## Exercise brief
From the material below, give the number of lines that hold the string "normal" and nothing further.

*** Block opens ***

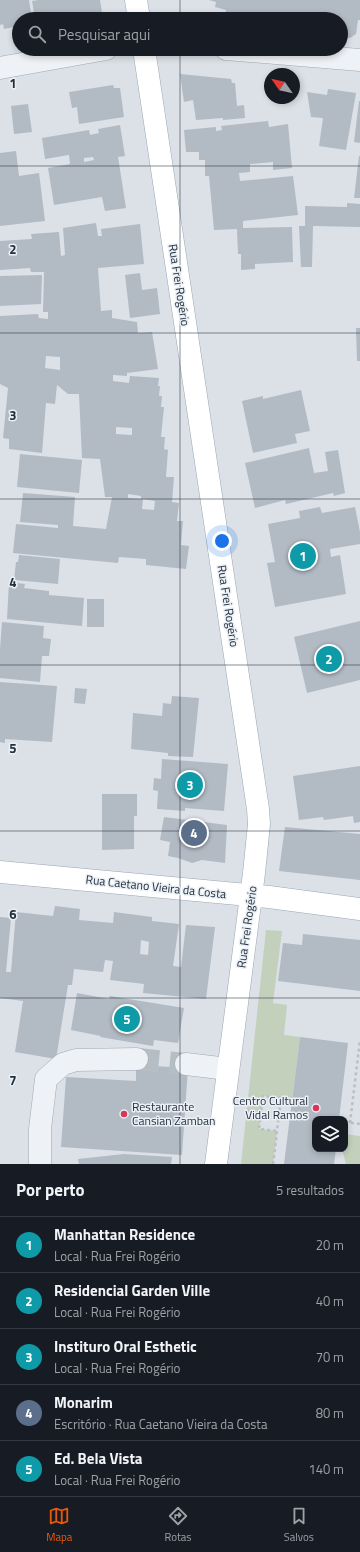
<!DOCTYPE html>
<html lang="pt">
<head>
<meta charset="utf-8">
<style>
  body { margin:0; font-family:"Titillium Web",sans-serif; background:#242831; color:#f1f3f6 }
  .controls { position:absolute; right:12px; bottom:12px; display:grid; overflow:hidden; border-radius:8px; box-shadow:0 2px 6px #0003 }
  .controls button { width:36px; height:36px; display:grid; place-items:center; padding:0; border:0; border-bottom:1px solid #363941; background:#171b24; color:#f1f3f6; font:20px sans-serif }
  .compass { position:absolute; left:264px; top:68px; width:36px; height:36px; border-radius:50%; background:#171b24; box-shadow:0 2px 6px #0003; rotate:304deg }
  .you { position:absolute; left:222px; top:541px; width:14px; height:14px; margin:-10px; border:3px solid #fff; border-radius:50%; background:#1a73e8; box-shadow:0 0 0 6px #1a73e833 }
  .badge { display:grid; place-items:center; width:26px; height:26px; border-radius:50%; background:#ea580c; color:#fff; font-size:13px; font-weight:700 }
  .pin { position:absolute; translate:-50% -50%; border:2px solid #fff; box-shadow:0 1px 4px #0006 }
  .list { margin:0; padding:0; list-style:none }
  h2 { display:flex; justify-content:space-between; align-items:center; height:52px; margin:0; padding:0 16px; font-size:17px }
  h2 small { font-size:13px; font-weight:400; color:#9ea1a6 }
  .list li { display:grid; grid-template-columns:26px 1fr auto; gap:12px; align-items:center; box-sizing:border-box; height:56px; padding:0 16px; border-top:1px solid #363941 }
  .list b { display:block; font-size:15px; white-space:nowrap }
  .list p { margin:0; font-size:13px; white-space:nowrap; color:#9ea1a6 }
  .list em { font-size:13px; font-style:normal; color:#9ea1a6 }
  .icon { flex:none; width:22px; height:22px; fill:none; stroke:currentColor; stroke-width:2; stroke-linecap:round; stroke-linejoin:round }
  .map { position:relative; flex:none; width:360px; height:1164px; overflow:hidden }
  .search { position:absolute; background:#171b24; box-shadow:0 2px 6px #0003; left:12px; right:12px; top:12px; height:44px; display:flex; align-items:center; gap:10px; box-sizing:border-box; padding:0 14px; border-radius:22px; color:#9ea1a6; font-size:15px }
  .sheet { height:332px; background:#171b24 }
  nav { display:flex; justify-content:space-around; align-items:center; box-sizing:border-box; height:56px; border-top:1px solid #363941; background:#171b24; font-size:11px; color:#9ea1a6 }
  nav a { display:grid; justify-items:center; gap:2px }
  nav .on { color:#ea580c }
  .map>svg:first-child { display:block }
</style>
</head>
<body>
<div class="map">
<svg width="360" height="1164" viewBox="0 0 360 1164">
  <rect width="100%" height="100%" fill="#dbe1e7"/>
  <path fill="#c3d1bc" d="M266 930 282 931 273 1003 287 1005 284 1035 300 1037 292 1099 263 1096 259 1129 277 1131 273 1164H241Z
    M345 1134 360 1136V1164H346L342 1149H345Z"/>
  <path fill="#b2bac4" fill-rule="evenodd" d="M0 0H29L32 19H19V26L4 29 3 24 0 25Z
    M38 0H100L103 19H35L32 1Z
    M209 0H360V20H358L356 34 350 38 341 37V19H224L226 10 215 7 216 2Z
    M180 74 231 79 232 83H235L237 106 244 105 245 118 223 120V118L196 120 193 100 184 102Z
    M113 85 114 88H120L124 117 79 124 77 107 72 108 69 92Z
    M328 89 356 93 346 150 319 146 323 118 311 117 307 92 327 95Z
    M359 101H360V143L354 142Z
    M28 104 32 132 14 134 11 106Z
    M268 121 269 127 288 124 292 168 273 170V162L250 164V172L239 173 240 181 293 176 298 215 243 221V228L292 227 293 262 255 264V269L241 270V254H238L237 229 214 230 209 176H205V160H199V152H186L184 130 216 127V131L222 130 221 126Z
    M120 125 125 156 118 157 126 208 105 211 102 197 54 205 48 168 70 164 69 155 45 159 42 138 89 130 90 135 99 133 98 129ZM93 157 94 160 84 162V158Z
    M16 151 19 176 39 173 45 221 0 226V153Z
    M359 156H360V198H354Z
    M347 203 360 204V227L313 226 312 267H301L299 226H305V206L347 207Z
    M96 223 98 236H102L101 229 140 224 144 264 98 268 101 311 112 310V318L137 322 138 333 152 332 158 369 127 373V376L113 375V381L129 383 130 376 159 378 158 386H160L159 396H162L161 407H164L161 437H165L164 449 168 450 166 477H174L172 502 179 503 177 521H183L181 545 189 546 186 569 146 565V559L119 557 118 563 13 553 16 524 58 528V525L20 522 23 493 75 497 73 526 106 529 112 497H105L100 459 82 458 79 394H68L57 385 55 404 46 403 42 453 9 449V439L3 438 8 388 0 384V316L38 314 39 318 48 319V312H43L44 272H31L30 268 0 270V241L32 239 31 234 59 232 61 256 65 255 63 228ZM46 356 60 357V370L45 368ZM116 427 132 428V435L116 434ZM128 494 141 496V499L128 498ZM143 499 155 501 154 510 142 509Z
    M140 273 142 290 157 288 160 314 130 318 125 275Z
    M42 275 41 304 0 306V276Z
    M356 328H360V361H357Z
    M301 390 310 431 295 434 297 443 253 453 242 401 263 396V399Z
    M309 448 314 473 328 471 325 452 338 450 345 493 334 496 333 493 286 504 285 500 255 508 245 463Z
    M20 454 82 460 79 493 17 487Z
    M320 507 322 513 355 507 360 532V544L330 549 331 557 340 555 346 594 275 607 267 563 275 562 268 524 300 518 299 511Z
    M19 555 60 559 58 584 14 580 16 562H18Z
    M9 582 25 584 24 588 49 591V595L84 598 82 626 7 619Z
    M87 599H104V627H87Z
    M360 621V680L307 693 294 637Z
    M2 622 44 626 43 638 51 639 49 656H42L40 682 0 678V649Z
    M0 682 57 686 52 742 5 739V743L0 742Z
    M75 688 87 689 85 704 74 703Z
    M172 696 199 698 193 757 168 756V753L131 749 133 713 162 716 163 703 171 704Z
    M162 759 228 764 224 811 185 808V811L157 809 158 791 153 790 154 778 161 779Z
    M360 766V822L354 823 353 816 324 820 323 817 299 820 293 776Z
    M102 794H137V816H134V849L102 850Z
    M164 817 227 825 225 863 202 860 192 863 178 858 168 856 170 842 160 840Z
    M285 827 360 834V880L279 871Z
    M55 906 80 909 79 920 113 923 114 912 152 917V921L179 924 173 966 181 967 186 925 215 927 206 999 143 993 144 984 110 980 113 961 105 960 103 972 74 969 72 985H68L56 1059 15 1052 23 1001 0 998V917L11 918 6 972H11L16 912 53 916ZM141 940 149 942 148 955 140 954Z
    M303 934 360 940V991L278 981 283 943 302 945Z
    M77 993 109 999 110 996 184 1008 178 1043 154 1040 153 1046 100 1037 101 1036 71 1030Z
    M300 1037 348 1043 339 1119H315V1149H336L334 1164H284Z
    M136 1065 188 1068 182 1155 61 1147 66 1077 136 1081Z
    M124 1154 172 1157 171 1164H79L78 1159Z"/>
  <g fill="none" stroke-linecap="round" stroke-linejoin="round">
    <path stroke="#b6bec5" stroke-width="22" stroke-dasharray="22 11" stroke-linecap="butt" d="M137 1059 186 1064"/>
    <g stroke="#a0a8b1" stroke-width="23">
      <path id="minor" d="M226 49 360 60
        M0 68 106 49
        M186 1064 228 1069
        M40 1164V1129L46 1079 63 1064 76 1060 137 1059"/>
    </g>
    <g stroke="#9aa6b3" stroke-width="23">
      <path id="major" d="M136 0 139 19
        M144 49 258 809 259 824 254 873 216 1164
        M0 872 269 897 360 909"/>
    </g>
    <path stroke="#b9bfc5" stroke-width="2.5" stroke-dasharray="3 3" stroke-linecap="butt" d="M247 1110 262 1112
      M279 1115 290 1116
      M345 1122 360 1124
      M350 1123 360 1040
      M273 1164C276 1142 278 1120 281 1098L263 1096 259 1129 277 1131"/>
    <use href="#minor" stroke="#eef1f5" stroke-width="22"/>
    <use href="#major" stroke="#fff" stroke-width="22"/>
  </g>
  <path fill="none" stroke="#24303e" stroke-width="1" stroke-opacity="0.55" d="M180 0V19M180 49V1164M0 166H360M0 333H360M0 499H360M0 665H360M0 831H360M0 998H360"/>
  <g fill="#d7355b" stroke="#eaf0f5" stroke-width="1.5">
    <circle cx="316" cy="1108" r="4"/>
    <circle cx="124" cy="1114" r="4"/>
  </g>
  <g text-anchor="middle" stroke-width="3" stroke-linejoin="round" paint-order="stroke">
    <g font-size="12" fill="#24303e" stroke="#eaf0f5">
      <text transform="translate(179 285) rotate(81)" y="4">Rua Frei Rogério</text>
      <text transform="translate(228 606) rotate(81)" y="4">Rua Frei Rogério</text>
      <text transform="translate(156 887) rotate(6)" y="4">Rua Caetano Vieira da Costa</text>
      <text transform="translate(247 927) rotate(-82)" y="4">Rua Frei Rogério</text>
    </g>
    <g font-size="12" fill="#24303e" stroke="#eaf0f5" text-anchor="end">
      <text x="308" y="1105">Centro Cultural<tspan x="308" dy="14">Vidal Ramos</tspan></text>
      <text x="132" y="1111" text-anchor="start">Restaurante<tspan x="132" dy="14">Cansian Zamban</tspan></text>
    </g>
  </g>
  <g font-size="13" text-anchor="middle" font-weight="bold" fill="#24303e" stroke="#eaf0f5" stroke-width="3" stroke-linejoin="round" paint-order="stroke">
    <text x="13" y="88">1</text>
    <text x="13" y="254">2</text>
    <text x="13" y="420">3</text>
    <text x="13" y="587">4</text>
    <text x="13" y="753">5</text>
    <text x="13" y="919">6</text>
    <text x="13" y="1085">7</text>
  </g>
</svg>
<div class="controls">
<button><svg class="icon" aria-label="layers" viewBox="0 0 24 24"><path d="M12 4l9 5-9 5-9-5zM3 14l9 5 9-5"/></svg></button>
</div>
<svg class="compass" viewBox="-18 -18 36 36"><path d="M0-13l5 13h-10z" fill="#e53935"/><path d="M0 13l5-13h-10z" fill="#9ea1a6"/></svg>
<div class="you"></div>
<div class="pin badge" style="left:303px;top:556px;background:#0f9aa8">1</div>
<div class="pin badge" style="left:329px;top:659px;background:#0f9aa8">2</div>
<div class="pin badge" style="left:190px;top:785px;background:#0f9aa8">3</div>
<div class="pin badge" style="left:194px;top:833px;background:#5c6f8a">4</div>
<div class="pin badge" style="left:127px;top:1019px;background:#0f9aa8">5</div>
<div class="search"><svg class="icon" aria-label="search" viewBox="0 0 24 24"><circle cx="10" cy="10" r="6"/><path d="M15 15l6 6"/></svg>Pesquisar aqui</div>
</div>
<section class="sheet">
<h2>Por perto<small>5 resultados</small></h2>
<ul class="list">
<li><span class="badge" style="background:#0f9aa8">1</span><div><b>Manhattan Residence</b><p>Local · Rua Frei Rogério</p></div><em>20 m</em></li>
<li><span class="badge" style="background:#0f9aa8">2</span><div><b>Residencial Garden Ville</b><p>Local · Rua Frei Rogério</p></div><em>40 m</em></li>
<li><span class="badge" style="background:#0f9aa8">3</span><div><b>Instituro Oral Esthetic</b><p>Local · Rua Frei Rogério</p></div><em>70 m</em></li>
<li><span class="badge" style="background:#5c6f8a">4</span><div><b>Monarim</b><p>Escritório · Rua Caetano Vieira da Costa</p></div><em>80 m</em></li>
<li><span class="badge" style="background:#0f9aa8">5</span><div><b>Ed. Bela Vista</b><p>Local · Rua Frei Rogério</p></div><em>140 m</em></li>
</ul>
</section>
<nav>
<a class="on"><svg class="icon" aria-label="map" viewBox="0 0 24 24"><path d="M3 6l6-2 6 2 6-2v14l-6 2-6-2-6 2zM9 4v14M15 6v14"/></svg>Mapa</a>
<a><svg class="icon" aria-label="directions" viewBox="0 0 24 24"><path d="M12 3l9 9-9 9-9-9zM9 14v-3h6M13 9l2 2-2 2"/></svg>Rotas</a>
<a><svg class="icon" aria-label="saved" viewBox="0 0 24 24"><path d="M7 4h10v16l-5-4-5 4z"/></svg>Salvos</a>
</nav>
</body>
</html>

*** Block closes ***
*** Block opens ***

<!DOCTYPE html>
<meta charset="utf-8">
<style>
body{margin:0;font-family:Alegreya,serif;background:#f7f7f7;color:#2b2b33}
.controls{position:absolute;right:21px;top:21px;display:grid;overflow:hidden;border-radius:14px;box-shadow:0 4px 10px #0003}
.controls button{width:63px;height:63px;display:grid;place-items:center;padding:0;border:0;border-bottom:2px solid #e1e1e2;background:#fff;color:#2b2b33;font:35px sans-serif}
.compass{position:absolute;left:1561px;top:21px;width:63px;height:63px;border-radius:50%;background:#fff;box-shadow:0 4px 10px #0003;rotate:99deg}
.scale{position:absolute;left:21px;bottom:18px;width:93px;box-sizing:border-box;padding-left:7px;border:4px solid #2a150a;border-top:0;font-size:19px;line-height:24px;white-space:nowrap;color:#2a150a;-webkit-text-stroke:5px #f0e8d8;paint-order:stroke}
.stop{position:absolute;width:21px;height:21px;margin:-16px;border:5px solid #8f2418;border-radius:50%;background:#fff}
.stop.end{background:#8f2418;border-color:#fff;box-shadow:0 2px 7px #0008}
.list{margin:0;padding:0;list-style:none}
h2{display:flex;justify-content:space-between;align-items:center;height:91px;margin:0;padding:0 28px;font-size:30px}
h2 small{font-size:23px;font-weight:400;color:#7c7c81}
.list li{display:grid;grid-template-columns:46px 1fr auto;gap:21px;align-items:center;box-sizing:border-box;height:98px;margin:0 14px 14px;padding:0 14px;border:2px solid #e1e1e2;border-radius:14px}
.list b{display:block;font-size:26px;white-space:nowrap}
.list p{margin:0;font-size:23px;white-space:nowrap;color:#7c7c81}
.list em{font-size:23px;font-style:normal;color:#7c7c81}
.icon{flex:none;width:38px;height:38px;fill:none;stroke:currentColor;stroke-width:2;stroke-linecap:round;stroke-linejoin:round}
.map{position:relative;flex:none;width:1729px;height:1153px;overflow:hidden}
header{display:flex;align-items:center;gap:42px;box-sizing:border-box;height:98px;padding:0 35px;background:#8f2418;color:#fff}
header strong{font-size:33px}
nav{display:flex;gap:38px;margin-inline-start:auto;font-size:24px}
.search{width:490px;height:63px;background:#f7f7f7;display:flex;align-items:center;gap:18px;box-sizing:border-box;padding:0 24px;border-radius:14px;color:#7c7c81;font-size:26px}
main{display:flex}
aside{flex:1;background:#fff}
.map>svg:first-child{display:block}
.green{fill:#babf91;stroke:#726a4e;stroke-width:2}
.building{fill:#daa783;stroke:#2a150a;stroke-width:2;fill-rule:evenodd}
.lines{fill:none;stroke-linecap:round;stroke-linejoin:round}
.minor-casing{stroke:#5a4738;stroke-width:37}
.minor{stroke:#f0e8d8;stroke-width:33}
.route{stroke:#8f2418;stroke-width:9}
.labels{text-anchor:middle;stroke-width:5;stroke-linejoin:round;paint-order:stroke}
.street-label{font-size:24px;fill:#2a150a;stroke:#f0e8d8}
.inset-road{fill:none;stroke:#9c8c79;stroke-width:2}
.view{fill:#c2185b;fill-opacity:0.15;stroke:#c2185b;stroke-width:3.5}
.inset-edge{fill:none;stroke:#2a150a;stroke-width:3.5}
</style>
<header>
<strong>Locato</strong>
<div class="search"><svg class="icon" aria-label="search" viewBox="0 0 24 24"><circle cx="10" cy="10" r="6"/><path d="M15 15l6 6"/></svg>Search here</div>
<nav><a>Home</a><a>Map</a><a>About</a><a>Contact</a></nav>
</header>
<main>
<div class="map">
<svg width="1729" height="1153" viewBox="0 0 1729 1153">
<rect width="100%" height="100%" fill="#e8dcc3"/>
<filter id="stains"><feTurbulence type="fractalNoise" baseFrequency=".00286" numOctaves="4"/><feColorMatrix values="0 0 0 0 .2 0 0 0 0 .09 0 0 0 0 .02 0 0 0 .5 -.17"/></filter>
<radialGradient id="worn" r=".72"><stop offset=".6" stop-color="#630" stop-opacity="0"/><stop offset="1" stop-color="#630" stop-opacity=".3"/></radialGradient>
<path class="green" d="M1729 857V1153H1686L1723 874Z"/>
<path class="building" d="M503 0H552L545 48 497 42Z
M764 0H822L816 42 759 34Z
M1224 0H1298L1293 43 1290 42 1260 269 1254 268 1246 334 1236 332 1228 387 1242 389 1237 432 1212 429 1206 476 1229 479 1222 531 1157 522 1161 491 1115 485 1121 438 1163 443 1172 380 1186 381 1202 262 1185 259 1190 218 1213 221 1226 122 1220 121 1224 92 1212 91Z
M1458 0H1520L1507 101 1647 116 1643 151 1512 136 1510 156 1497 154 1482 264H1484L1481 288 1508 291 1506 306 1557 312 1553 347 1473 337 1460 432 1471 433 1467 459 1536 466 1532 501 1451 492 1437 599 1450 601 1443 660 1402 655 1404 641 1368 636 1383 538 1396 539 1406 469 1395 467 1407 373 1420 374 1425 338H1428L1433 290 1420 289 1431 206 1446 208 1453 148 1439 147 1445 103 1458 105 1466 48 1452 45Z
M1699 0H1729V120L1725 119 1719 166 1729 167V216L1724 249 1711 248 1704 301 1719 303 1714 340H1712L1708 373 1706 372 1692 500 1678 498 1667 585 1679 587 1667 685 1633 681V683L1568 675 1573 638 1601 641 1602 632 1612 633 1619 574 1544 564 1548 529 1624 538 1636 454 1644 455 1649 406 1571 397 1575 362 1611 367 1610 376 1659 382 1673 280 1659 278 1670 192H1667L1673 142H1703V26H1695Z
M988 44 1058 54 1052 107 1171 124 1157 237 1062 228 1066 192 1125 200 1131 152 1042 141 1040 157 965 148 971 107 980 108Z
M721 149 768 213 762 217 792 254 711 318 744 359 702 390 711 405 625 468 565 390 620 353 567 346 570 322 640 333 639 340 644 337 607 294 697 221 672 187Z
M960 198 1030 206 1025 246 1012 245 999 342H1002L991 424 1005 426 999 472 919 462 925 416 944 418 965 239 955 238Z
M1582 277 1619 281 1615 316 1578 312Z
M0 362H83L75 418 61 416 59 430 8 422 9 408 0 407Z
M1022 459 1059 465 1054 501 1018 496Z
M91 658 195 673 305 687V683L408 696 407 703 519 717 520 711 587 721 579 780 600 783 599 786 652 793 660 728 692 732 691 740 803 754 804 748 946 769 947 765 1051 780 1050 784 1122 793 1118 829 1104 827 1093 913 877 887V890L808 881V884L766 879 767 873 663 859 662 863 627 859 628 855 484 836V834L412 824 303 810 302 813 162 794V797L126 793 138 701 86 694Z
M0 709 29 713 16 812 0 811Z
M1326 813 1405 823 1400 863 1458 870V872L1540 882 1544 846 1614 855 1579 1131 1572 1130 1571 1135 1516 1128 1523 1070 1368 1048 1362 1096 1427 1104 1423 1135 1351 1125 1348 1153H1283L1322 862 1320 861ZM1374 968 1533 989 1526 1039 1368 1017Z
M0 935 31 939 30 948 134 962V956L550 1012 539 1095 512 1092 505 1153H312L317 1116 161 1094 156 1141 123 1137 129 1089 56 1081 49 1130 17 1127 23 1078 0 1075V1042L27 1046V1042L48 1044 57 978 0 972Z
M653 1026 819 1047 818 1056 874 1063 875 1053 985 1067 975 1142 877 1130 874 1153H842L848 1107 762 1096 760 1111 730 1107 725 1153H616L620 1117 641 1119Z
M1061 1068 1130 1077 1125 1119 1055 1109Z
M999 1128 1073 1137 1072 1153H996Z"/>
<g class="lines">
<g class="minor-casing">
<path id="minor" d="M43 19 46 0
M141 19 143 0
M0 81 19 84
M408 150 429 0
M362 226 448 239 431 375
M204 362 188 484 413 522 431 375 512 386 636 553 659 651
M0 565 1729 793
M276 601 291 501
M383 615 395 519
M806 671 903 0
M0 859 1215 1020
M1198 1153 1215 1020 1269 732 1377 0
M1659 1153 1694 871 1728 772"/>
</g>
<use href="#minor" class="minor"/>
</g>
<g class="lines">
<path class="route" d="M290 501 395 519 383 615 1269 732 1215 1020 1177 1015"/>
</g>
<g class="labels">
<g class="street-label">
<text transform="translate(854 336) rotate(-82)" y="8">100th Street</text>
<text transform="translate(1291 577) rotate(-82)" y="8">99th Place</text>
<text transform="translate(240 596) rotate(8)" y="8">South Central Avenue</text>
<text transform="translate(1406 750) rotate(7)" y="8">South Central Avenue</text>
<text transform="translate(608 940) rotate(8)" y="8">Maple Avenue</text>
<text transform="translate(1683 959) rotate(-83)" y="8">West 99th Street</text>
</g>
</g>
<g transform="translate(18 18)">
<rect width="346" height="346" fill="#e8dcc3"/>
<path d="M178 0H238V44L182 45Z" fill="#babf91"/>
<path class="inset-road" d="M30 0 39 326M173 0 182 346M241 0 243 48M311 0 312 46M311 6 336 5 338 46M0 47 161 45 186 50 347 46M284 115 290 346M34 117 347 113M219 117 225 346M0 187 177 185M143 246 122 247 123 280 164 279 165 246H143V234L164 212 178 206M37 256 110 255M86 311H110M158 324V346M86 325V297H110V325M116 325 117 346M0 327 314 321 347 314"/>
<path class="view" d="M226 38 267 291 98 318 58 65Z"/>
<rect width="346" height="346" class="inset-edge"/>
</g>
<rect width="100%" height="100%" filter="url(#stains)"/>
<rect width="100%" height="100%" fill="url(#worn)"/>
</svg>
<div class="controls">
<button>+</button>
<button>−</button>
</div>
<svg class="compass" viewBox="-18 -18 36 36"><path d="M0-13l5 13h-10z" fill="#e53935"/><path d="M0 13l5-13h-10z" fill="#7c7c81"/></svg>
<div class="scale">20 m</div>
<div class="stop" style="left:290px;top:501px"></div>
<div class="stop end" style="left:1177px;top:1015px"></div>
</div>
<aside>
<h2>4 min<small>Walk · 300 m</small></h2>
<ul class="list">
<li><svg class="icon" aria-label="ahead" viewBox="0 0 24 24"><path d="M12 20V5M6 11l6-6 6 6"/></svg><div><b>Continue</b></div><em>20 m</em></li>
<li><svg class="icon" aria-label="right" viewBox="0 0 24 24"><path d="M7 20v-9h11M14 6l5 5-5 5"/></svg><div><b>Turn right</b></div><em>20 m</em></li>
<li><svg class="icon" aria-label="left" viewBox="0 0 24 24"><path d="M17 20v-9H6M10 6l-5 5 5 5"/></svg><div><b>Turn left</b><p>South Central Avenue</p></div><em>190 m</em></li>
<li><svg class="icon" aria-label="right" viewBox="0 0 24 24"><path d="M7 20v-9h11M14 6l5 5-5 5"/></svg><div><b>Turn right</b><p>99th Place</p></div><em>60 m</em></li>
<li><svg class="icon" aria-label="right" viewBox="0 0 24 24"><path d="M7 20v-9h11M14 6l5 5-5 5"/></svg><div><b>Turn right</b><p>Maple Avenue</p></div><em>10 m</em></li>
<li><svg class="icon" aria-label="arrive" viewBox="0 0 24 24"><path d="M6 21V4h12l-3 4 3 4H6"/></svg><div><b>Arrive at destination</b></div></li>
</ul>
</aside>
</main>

*** Block closes ***

## Exercise solution
2